You don't jump from two terms of GW Bush, an infestation of bluedog Democrats and a mostly rubber stamp congress for Bush... to anything much better for decades of voting lesser evil. The damage was incredibly severe and we were sent backwards into the abyss. And the American people were warned, but just wouldn't fucking listen.
Almost exactly 10 years ago to this day, this was going on:
We were wasting precious time as a country locked in dialog about weapons of mass destruction while ignoring the REAL weapon of mass destruction that was the Bush administration and his rubber stamp Congress. The American public through its foolish, apathetic ignorance allowed corporatist criminals to absolutely entrench themselves into every fabric of our government to turn it into a quasi-governmental paradise for the corrupt rich.
Quote from my link above from 10 years ago:
The Bush administration continues to subvert national security with various corporate/government corruption (well documented everywhere including government docs), was asleep at the wheel during the worst terrorist attack ever on U.S. soil and is fighting investigations (well documented, government docs, etc.), subverted EPA documents to fit their political/corporate goals (well documented by the EPA, yet more govt. docs), subverted data on the homeland security website to promote fear and meet their political needs (well documented by scientists used for website), lied about various lucrative contracts with various 'axis of evil' countries and have even admitted using offshore accounts in order to subvert U.S. law and do business with them (including providing nukes that can be used for dirty bombs) (well documented, even publicly admitted)... it just goes on and on... I HONESTLY do not have time to post all the corrupt, dangerous, un-American actions this administration has taken against its citizens in the name of profit and power.
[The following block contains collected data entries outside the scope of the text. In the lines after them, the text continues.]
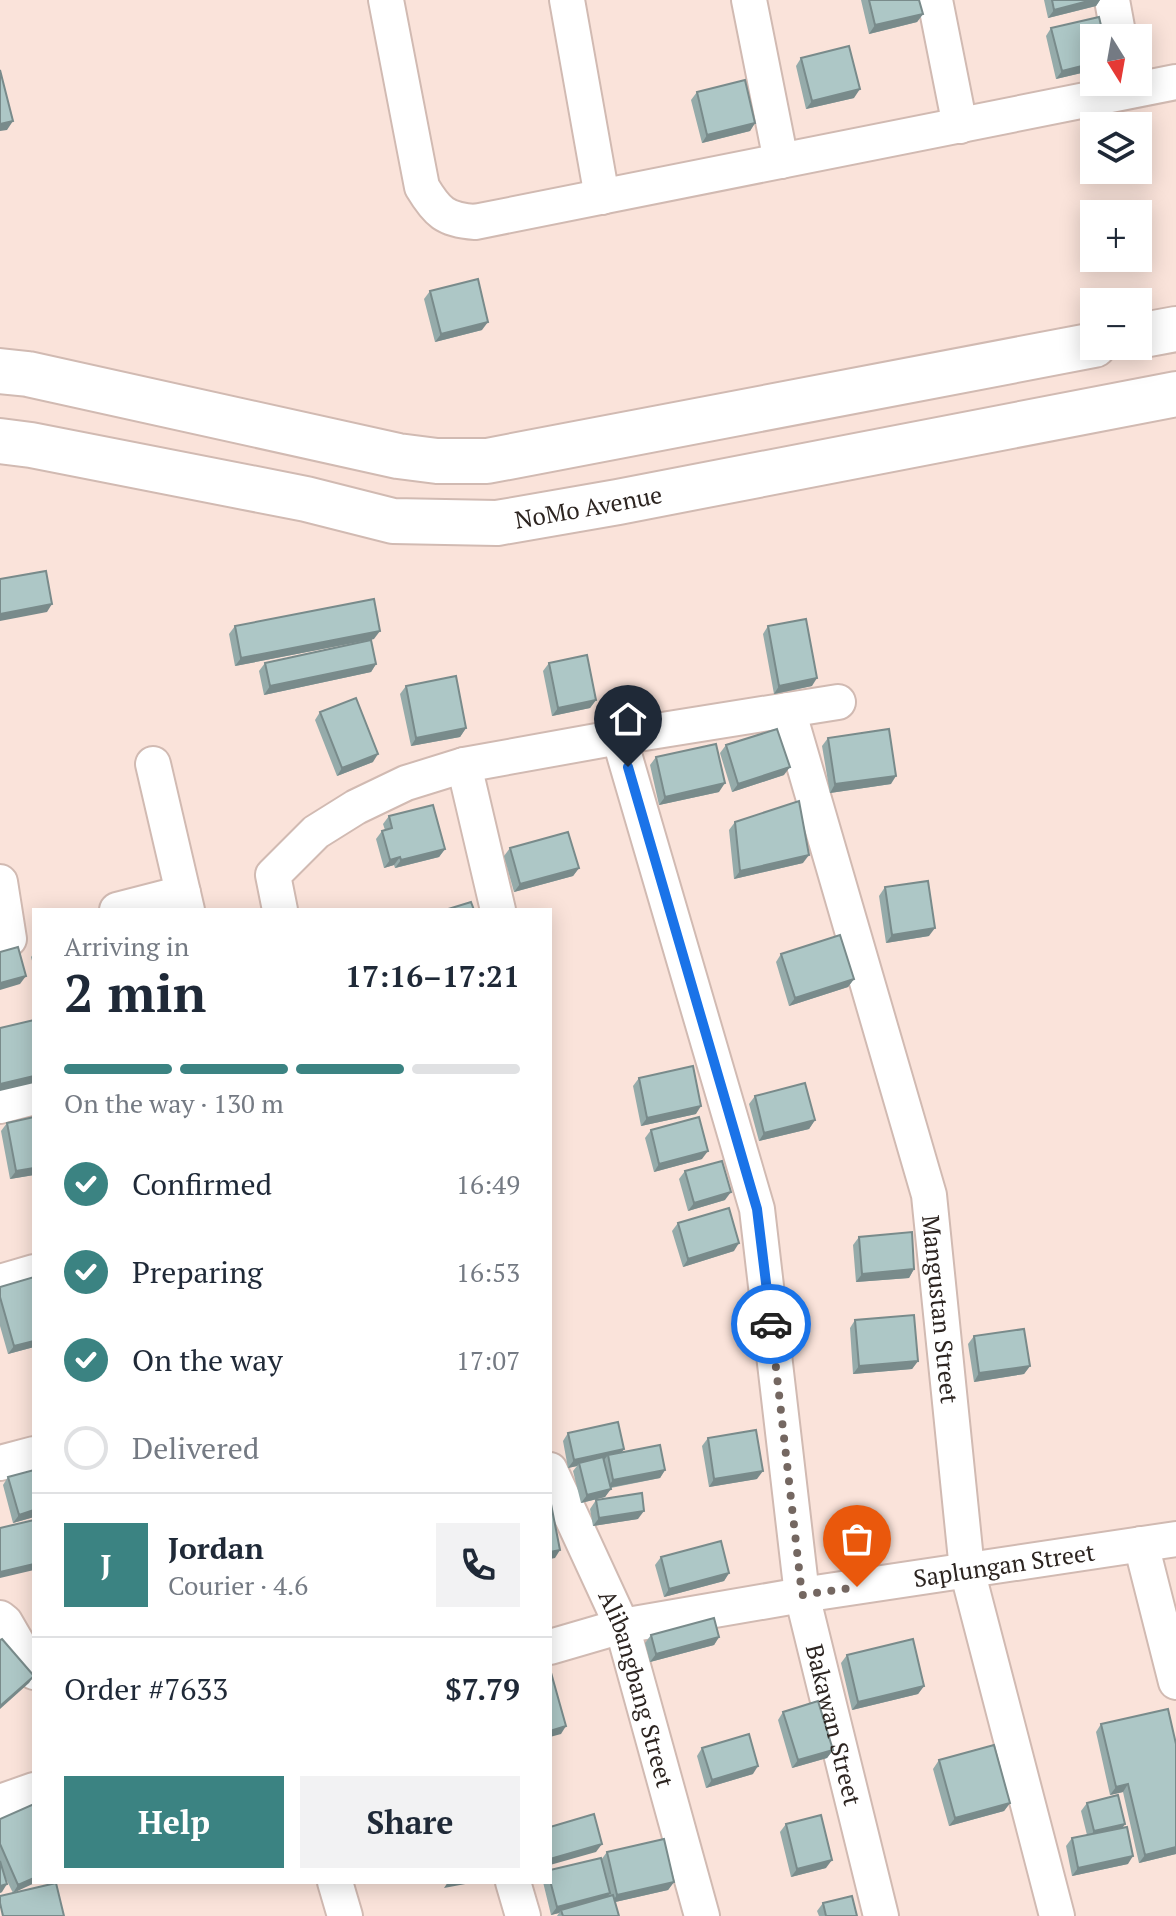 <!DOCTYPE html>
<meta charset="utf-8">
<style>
body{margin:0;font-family:"PT Serif",serif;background:#f2f2f3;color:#1f2937;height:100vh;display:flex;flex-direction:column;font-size:30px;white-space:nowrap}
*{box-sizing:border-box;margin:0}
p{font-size:26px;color:#747a83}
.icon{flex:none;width:44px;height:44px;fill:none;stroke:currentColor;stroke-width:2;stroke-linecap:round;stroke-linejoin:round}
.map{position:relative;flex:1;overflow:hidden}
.panel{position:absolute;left:32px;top:908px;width:520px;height:976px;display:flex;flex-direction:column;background:#fff;border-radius:0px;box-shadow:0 4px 20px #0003}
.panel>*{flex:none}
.needle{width:52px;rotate:169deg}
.tools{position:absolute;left:1080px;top:24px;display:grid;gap:16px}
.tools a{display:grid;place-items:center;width:72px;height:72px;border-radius:0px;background:#fff;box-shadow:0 4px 20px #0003;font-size:40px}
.pin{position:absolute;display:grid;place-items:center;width:68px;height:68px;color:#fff;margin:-82px -34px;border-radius:50% 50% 50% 0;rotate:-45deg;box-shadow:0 0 8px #0007}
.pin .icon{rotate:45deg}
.courier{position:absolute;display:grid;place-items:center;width:80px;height:80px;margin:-40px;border:6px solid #1a73e8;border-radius:50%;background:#fff;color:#222;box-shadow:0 2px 10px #0007}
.headline em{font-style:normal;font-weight:600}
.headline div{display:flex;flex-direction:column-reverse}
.headline{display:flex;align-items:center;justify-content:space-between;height:136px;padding:0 32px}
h1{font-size:52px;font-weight:600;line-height:60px}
.bar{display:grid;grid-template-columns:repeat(4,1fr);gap:12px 8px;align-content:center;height:96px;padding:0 32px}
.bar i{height:10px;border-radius:6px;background:#e0e1e3}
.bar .selected{background:#3b8382}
.bar p{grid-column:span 4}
.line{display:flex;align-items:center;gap:20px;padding:0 32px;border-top:2px solid #e0e1e3}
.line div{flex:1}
.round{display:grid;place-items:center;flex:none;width:84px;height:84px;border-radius:0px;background:#f2f2f3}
ol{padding:0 32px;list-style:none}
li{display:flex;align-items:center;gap:24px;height:88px}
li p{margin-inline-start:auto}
li .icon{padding:8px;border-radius:50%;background:#3b8382;color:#fff;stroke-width:4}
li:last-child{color:#747a83}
li i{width:44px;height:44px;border:4px solid #e0e1e3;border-radius:50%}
.action{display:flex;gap:16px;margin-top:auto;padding:16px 32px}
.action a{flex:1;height:92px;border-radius:0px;background:#3b8382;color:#fff;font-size:32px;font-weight:600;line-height:92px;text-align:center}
.action a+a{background:#f2f2f3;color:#1f2937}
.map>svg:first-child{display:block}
</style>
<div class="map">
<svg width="1176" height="1916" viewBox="0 0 1176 1916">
<rect width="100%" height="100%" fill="#fae3da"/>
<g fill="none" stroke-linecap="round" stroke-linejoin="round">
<g stroke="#d1bab2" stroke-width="38">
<g id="street">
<path d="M 386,0 L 422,187 C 437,212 445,220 475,222 L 1176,82"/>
<path d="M 567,0 L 602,197"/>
<path d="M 749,0 L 781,161"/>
<path d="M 935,0 L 960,126"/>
<path d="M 1112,0 L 1119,38"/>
<path id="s1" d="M 788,710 L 929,1195 L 967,1570 L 1057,1916"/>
<path id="s2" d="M 619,737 L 757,1209 L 802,1595 L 881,1916"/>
<path d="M 153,764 L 187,910"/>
<path d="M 464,765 L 498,910"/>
<path d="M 0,882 L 9,939"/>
<path d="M 117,910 L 183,893"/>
<path d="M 280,910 L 273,875 L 316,832 L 356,807 L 406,783 L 464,765 L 619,737 L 838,702"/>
<path d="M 0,1106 L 34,1097"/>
<path d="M 0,1282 L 34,1272"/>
<path d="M 0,1463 L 34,1454"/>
<path id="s3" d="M 550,1470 L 622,1626 L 702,1916"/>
<path d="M 1141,1544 L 1176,1682"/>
<path d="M 0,1618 L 5,1622 L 34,1672"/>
<path id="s4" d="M 550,1647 L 622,1626 L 802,1595 L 1176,1539"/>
<path d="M 0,1802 L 34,1790"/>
<path d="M 335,1882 L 345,1916"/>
<path d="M 513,1882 L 523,1916"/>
</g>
</g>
<g stroke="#d1bab2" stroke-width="48">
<g id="secondary">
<path d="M 1138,336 L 1176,329"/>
<path d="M 0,371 L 28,374 L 398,456 L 437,461 L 487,461 L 1094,345"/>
<path id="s5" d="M 0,441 L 31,445 L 306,499 L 393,521 L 497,523 L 618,502 L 1176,394"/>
</g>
</g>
<use href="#street" stroke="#fff" stroke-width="34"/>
<use href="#secondary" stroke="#fff" stroke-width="44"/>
</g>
<path fill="#95abaa" d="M 861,0 L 919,0 L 923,14 L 917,22 L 869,34 Z
M 1044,0 L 1100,0 L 1096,6 L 1048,18 Z
M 1051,28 L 1094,38 L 1094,70 L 1056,79 L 1046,36 Z
M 801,58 L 854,98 L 806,109 L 796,66 Z
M 697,92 L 755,123 L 750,131 L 702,143 L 691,100 Z
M 430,291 L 482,330 L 435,342 L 424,299 Z
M 235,626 L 374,639 L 235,666 L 229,634 Z
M 768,626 L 812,686 L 774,694 L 763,634 Z
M 265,663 L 376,664 L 371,672 L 264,695 L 259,671 Z
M 549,663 L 596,700 L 590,708 L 552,716 L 543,671 Z
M 406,686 L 466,728 L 460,737 L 411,746 L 400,694 Z
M 320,712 L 373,762 L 337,776 L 315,720 Z
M 828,738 L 891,784 L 830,793 L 822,746 Z
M 726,745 L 784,775 L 732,792 L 720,753 Z
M 656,757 L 719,792 L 659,805 L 650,765 Z
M 389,816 L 445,849 L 439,857 L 395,868 L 394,865 L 384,868 L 376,839 L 382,831 L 385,830 L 383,824 Z
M 735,822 L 803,863 L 734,879 L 729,830 Z
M 510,848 L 579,868 L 573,876 L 514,892 L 504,856 Z
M 885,887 L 929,936 L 886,943 L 879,896 Z
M 34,953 L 34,968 L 31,957 Z
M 781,954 L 854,979 L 848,987 L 789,1006 L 776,962 Z
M 639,1078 L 696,1114 L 641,1126 L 633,1086 Z
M 755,1096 L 815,1120 L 809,1129 L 759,1141 L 749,1104 Z
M 7,1123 L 34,1175 L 10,1179 L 1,1131 Z
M 651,1130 L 702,1159 L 654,1172 L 645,1138 Z
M 685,1171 L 725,1200 L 688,1211 L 679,1179 Z
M 678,1223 L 734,1251 L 683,1267 L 672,1231 Z
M 859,1237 L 914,1269 L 909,1278 L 856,1282 L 853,1245 Z
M 0,1287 L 34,1347 L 8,1354 L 0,1326 Z
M 855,1320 L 918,1361 L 912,1369 L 853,1374 L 850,1328 Z
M 974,1336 L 1030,1366 L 1024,1374 L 974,1382 L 968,1344 Z
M 568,1433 L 624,1449 L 622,1452 L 665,1470 L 660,1478 L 611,1488 L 605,1497 L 581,1503 L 573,1471 L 577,1466 L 568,1468 L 563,1441 Z
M 708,1438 L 757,1479 L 709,1487 L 702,1446 Z
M 8,1477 L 34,1517 L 13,1523 L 3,1485 Z
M 596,1500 L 638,1519 L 593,1526 L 590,1509 Z
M 661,1557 L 729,1573 L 724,1581 L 664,1597 L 655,1565 Z
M 651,1635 L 719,1637 L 714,1645 L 650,1662 L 645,1643 Z
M 847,1655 L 924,1686 L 918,1694 L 852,1710 L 841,1663 Z
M 783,1712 L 833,1750 L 827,1758 L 792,1768 L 778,1720 Z
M 1101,1724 L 1176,1854 L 1139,1863 L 1123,1792 L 1110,1795 L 1096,1732 Z
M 702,1748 L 753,1774 L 706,1788 L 697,1756 Z
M 939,1760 L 1010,1803 L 1004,1811 L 949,1826 L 933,1769 Z
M 1087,1803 L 1125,1824 L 1123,1827 L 1128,1864 L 1072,1876 L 1066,1846 L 1072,1838 L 1087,1835 L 1081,1811 Z
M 0,1819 L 34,1882 L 13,1893 L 4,1875 L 2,1892 L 0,1893 Z
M 786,1824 L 826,1868 L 791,1877 L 780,1832 Z
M 607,1852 L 674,1882 L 668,1890 L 615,1902 L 619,1916 L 557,1916 L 559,1913 L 551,1915 L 543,1882 L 550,1882 L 601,1860 Z
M 823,1903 L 857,1916 L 819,1916 L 817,1911 Z"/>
<path fill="#798b8b" d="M 1092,0 L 1100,0 L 1096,6 L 1048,18 L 1054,10 Z
M 923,14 L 917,22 L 869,34 L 875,25 Z
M 1094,63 L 1094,70 L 1056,79 L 1062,71 Z
M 860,89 L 854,98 L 806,109 L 812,101 Z
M 13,121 L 7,130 L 0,131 L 0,124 Z
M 755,123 L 750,131 L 702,143 L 707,135 Z
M 488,322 L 482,330 L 435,342 L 441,334 Z
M 52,604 L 47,612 L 0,621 L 0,614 Z
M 380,631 L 374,639 L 235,666 L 241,658 Z
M 376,664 L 371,672 L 264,695 L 270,686 Z
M 817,678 L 812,686 L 774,694 L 779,686 Z
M 596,700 L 590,708 L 552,716 L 558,708 Z
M 466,728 L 460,737 L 411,746 L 416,738 Z
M 378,754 L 373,762 L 337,776 L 342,768 Z
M 790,767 L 784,775 L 732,792 L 738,784 Z
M 896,776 L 891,784 L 830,793 L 835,784 Z
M 725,783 L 719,792 L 659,805 L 665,797 Z
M 445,849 L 439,857 L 395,868 L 401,860 Z
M 809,855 L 803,863 L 734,879 L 740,871 Z
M 400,857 L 394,865 L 384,868 L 390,860 Z
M 579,868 L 573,876 L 514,892 L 520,884 Z
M 935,928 L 929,936 L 886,943 L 892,935 Z
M 26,976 L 20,984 L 0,990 L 0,983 Z
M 854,979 L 848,987 L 789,1006 L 795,998 Z
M 34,1076 L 34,1083 L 0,1091 L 0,1084 Z
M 701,1106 L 696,1114 L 641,1126 L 647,1118 Z
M 815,1120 L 809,1129 L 759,1141 L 764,1133 Z
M 708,1151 L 702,1159 L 654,1172 L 659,1164 Z
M 34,1168 L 34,1175 L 10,1179 L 16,1171 Z
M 731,1192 L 725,1200 L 688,1211 L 694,1203 Z
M 739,1243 L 734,1251 L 683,1267 L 688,1259 Z
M 914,1269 L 909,1278 L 856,1282 L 862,1274 Z
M 34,1341 L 34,1347 L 8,1354 L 14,1346 Z
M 918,1361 L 912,1369 L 853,1374 L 859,1366 Z
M 1030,1366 L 1024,1374 L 974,1382 L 979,1373 Z
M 624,1449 L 618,1457 L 608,1455 L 604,1460 L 579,1463 L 577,1466 L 568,1468 L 574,1460 Z
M 665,1470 L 660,1478 L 607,1488 L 613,1480 Z
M 763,1471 L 757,1479 L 709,1487 L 714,1479 Z
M 611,1489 L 605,1497 L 581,1503 L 587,1495 Z
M 34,1510 L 34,1517 L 13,1523 L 19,1515 Z
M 644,1511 L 638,1519 L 593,1526 L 599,1518 Z
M 560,1550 L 555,1558 L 550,1559 L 550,1552 Z
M 34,1564 L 34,1570 L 0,1578 L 0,1572 Z
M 729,1573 L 724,1581 L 664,1597 L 669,1589 Z
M 719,1637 L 714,1645 L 650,1662 L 656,1654 Z
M 34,1676 L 29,1683 L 0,1709 L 0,1706 Z
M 924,1686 L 918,1694 L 852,1710 L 858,1702 Z
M 566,1726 L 561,1734 L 550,1737 L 550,1731 Z
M 833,1750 L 827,1758 L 792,1768 L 798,1760 Z
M 758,1766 L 753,1774 L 706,1788 L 712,1780 Z
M 1128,1784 L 1123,1792 L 1110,1795 L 1116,1787 Z
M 1010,1803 L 1004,1811 L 949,1826 L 955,1818 Z
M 1125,1824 L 1119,1832 L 1088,1839 L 1094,1831 Z
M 602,1844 L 596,1852 L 550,1865 L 550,1859 Z
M 1176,1847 L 1176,1854 L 1139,1863 L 1145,1855 Z
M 1133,1856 L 1128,1864 L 1072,1876 L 1078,1868 Z
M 832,1860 L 826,1868 L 791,1877 L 797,1869 Z
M 34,1878 L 34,1882 L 37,1882 L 13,1893 L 18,1885 Z
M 448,1882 L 476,1882 L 444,1888 Z
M 674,1882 L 668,1890 L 611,1903 L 617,1895 Z
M 7,1884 L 2,1892 L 0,1893 L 0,1886 Z
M 610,1893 L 604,1902 L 561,1910 L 559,1913 L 551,1915 L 557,1907 Z"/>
<path fill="#adc7c6" stroke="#798b8b" stroke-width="2" d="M 869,0 L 919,0 L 923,14 L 875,25 Z
M 1052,0 L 1092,0 L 1054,10 Z
M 1099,17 L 1104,38 L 1094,38 L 1094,63 L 1062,71 L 1051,28 Z
M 849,46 L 860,89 L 812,101 L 801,58 Z
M 0,70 L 13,121 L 0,124 Z
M 745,80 L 755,123 L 707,135 L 697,92 Z
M 478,279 L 488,322 L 441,334 L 430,291 Z
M 46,571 L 52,604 L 0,614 L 0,579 Z
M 374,599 L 380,631 L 241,658 L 235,626 Z
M 806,619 L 817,678 L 779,686 L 768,626 Z
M 371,640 L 376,664 L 270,686 L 265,663 Z
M 587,655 L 596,700 L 558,708 L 549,663 Z
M 456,676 L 466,728 L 416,738 L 406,686 Z
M 356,698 L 378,754 L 342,768 L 320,712 Z
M 777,729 L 790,767 L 738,784 L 726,745 Z
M 889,729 L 896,776 L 835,784 L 828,738 Z
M 716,744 L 725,783 L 665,797 L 656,757 Z
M 799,801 L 809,855 L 740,871 L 735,822 Z
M 433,805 L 445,849 L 401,860 L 400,857 L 390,860 L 382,831 L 392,828 L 389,816 Z
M 568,832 L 579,868 L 520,884 L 510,848 Z
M 928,881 L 935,928 L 892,935 L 885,887 Z
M 471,902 L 474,910 L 445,910 Z
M 840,935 L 854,979 L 795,998 L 781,954 Z
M 18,947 L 26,976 L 0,983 L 0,952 Z
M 34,1020 L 34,1076 L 0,1084 L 0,1028 Z
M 693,1066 L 701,1106 L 647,1118 L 639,1078 Z
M 805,1083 L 815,1120 L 764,1133 L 755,1096 Z
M 34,1117 L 34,1168 L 16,1171 L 7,1123 Z
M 699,1117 L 708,1151 L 659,1164 L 651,1130 Z
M 722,1161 L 731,1192 L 694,1203 L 685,1171 Z
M 729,1208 L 739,1243 L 688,1259 L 678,1223 Z
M 912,1232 L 914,1269 L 862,1274 L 859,1237 Z
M 34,1277 L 34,1341 L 14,1346 L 0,1297 L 0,1287 Z
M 914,1315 L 918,1361 L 859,1366 L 855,1320 Z
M 1024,1329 L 1030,1366 L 979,1373 L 974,1336 Z
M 618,1422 L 624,1449 L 574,1460 L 568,1433 Z
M 756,1430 L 763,1471 L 714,1479 L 708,1438 Z
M 660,1445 L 665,1470 L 613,1480 L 608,1455 Z
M 603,1457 L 611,1489 L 587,1495 L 579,1463 Z
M 34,1470 L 34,1510 L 19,1515 L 8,1477 Z
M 642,1493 L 644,1511 L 599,1518 L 596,1500 Z
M 550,1499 L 560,1550 L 550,1552 Z
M 34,1520 L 34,1564 L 0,1572 L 0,1528 Z
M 721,1541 L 729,1573 L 669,1589 L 661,1557 Z
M 714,1618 L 719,1637 L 656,1654 L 651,1635 Z
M 2,1639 L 34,1676 L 0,1706 L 0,1640 Z
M 913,1639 L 924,1686 L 858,1702 L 847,1655 Z
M 550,1669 L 566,1726 L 550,1731 Z
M 818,1701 L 833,1750 L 798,1760 L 783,1712 Z
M 1168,1709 L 1176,1744 L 1176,1847 L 1145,1855 L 1128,1784 L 1116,1787 L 1101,1724 Z
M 749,1734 L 758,1766 L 712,1780 L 702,1748 Z
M 994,1745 L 1010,1803 L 955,1818 L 939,1760 Z
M 1118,1795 L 1125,1824 L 1094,1831 L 1087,1803 Z
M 34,1804 L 34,1878 L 18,1885 L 0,1844 L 0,1819 Z
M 594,1814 L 602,1844 L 550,1859 L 550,1827 Z
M 821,1815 L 832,1860 L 797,1869 L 786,1824 Z
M 1127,1827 L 1133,1856 L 1078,1868 L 1072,1838 Z
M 664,1839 L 674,1882 L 617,1895 L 607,1852 Z
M 601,1858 L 610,1893 L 557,1907 L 550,1880 L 550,1870 Z
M 0,1861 L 7,1884 L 0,1886 Z
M 56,1883 L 64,1916 L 3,1916 L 0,1903 L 0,1896 Z
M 613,1895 L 619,1916 L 563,1916 L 561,1910 Z
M 852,1896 L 857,1916 L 826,1916 L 823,1903 Z"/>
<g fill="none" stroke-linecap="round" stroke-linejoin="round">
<path stroke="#746761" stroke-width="8" stroke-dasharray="0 14.4" d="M 771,1324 L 802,1595 L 857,1587"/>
<path stroke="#1a73e8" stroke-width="10" d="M 628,767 L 757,1209 L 771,1324"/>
</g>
<g text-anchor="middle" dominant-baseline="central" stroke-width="6" stroke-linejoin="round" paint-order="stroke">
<g font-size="24" fill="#2c2420" stroke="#fff">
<text stroke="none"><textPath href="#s5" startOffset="598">NoMo Avenue</textPath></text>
<text stroke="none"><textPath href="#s1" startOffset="620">Mangustan Street</textPath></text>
<text stroke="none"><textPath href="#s4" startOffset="462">Saplungan Street</textPath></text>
<text stroke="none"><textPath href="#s3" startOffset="236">Alibangbang Street</textPath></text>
<text stroke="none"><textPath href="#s2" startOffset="1014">Bakawan Street</textPath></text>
</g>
</g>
</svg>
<div class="tools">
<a><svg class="needle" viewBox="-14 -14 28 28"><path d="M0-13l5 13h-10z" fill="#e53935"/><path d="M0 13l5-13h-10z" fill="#747a83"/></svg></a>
<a><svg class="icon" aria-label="layers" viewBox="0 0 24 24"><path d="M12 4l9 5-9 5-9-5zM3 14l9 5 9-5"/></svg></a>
<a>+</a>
<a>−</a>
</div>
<div class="pin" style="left:857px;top:1587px;background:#ea580c"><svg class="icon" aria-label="bag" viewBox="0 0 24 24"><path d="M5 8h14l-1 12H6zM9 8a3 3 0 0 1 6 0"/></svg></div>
<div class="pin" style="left:628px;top:767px;background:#1f2937"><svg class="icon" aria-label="home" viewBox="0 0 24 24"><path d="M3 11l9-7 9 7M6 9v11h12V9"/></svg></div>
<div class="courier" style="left:771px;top:1324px"><svg class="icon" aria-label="car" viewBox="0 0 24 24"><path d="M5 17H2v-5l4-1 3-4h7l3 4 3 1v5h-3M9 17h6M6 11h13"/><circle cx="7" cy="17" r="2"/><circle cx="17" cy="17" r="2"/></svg></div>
<section class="panel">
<div class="headline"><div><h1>2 min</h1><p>Arriving in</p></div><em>17:16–17:21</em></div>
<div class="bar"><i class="selected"></i><i class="selected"></i><i class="selected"></i><i></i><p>On the way · 130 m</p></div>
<ol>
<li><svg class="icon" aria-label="check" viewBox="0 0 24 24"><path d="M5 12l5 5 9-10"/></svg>Confirmed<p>16:49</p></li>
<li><svg class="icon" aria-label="check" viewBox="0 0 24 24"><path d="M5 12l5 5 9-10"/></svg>Preparing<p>16:53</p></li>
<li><svg class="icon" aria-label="check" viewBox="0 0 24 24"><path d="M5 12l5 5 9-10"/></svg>On the way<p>17:07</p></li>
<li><i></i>Delivered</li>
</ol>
<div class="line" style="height:144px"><b class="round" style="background:#3b8382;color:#fff">J</b><div><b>Jordan</b><p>Courier · 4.6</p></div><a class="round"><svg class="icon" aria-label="phone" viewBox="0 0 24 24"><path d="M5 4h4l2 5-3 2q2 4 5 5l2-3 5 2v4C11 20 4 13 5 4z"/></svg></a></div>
<div class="line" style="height:104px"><div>Order #7633</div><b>$7.79</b></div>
<div class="action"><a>Help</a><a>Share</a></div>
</section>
</div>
We don't go from two terms of this pile of shit, massive corruption, purposefully obtuse ineptitude in the name of corporatist profits, draconian cuts to civil rights, spending of galactic cluster-fuck proportions on useless, destructive wars, massive distribution of wealth to the rich, voter apathy, etc. ----- to a shining nation on the hill in 5 years.
It's going to take DECADES of voting in lesser evils at this point to recover. Imagine where we'd be today if Gore was elected instead of Bush? No Iraq war, Gore would have very likely LISTENED to Richard Clarke and thwarted 9/11 and I seriously doubt Gore would have conjured up WMD lies to invade Iraq if the attack had happened anyway. Gore also is strongly against all this NSA spying and says its unconsitutional. Would have Gore been perfect? Fuck no! But we wouldn't be in anywhere near the shit mess we're in now if we hadn't allowed pure evil to take over for two terms.
I understand that you're making a protest vote in a solid blue state, but please do that with great care and proper calculation.
I fear Americans will throw away their votes for a third party in the next election instead of voting in the lesser evil. It sure did wonders for the Gore/Bush election and look at the fanstastically wonderful position we're in today?
I'm done here. If the American public doesn't get it by now, then I guess they never will. Fuck it.